CNN approach for predicting Movie Genre from Posters!

Original article was published on Deep Learning on Medium

Deep Learning

CNN approach for predicting Movie Genre from Posters!

Convolutional Neural Network is a class of deep neural networks and is used for image or video recognition and classification tasks.

Image by Sky Mane from Pixabay

Can we build a model that can learn what makes a movie poster of one genre different from others? The movie poster depicts many things about the movie. It plays a vital role in exciting the viewer’s interest in the movie. In above example, the colors are mainly red and black so when training our model may learn to classify this type of images as ‘horror’ or ‘thriller’. This will be an interesting task to do. When you look at the posters of different genres you notice that they are different in some ways. For example, look at the poster below. All images of movie posters used in this article are collected from the IMDB.

We’re the Millers (2013)

It represents a comedy movie. Now take a look at the poster below that is of an action movie. We can see that posters represent an important aspect of the movie genre.

Quantum of Solace (2008)

In this project, we will build a neural model that can distinguish between three movie genre posters and predict any random poster’s genre. We will build this model step by step from scratch! The dataset used in this project is self-created with the help of IMDB. It contains over 3900 images of posters of each genre — Action, Comedy, Drama.

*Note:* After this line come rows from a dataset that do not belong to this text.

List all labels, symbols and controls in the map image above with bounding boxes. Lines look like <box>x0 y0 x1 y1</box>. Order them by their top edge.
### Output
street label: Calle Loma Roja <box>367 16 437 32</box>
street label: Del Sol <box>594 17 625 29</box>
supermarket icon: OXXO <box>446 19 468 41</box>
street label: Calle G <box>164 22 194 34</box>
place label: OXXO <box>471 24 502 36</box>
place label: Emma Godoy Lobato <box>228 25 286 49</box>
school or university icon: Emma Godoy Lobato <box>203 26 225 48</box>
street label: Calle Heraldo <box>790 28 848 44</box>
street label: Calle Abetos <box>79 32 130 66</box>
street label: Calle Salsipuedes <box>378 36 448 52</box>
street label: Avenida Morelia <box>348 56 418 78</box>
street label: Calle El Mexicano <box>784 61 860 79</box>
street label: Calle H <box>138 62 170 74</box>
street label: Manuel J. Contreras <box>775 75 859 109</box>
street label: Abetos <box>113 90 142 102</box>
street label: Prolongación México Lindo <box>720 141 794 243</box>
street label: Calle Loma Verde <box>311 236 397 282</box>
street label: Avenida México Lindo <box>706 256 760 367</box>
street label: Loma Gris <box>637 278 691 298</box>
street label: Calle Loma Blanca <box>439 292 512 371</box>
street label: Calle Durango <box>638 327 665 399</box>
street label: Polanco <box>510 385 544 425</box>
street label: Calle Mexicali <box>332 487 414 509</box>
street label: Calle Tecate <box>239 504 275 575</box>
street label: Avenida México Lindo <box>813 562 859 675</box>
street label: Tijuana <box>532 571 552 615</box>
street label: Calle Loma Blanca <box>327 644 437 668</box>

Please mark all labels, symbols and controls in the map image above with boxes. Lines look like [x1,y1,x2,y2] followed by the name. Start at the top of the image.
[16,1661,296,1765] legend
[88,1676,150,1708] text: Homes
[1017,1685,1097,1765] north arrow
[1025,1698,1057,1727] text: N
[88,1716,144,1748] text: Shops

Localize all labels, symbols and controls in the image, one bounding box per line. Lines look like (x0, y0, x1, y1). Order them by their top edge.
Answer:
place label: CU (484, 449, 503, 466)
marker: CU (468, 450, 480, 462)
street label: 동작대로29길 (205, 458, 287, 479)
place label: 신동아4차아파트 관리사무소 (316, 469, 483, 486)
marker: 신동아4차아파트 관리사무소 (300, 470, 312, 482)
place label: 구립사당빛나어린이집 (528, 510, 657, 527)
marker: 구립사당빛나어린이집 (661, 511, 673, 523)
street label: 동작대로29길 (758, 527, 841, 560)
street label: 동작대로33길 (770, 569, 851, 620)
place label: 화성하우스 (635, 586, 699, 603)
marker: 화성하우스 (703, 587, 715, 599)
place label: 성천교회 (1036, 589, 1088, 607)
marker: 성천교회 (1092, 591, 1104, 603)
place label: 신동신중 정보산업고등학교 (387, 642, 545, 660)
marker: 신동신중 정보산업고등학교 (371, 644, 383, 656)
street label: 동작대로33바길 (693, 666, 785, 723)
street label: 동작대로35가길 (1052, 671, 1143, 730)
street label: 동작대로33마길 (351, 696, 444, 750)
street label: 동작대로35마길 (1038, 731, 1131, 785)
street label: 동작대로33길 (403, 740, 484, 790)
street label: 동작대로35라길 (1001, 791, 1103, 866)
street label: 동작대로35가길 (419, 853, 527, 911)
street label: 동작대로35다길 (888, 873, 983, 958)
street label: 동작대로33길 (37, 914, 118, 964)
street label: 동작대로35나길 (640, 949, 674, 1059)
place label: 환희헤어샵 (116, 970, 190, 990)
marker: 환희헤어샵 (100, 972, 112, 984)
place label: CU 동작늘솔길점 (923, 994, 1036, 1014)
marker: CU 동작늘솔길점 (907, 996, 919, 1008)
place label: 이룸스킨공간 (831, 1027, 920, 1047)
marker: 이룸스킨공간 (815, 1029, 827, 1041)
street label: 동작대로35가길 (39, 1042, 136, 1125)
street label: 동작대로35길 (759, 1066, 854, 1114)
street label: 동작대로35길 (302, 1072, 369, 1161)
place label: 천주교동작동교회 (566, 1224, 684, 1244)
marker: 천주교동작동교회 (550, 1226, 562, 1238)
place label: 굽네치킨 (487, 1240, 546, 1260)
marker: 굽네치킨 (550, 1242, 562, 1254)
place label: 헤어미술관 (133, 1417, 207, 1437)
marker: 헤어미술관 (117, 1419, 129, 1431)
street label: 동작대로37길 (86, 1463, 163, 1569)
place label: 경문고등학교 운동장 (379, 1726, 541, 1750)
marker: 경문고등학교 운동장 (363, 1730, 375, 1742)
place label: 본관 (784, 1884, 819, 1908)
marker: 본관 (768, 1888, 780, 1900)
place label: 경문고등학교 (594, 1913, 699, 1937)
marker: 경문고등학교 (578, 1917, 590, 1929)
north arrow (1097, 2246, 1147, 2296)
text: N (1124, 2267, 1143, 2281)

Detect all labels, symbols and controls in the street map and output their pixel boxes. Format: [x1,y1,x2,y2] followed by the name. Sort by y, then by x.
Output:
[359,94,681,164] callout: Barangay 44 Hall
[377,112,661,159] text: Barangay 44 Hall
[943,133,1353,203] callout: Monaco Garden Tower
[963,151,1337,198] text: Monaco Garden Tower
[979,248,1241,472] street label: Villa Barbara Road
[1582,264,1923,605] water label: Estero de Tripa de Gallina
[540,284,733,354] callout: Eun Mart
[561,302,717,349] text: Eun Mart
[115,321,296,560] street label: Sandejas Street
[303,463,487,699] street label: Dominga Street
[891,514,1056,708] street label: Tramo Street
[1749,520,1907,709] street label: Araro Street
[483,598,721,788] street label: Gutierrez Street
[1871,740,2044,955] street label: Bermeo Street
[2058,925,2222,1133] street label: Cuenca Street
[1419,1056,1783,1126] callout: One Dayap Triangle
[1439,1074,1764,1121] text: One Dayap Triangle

Let’s get to the coding portion.

1. Working with the dataset

Our dataset is structured as shown below. We have kept training images and test images in different directories. Each directory contains three subdirectories — Action, Comedy, and Drama. These subdirectories further contain the images of our movie posters.

Directory organization of the dataset

We will use ImageDataGenerator for labeling purposes. ImageDataGenerator from Keras API helps us by labeling the data automatically. It is also useful when implementing data augmentation in your code. Let’s see how this is done in coding.

import tensorflow as tf
import keras_preprocessing
from keras_preprocessing import image
from keras_preprocessing.image import ImageDataGenerator
TRAINING_DIR = "/images2/Training"training_datagen = ImageDataGenerator(rescale = 1./255,
width_shift_range=0.2,
height_shift_range=0.2,
zoom_range=0.2,
horizontal_flip=True,
fill_mode='nearest')
VALIDATION_DIR = "/images2/Validation"validation_datagen = ImageDataGenerator(rescale = 1./255)train_generator = training_datagen.flow_from_directory(
TRAINING_DIR,
target_size=(150,150),
class_mode='categorical',
batch_size = 256
)
validation_generator = validation_datagen.flow_from_directory(
VALIDATION_DIR,
target_size=(150,150),
class_mode='categorical',
batch_size= 64
)

We will first create an instance of ImageDataGenerator for both training and validation purposes. As pixel values range from 0 to 255 we will normalize them in range 0 to 1. To do this we will pass in the argument (rescale = 1./255) when creating an instance of ImageDataGenerator. After this, we will use the .flow_from_directory() method of the instance to label the images for both directories and store the result in train_generator and validation_generator for training and validation purposes. While calling this method we will pass in the target_size attribute to ensure that our images in the dataset are of the same size. Here we have 3 classes so we have to pass in class_mode parameter as categorical. Batch sizes for both training and validation depend on the number of images we have in our dataset.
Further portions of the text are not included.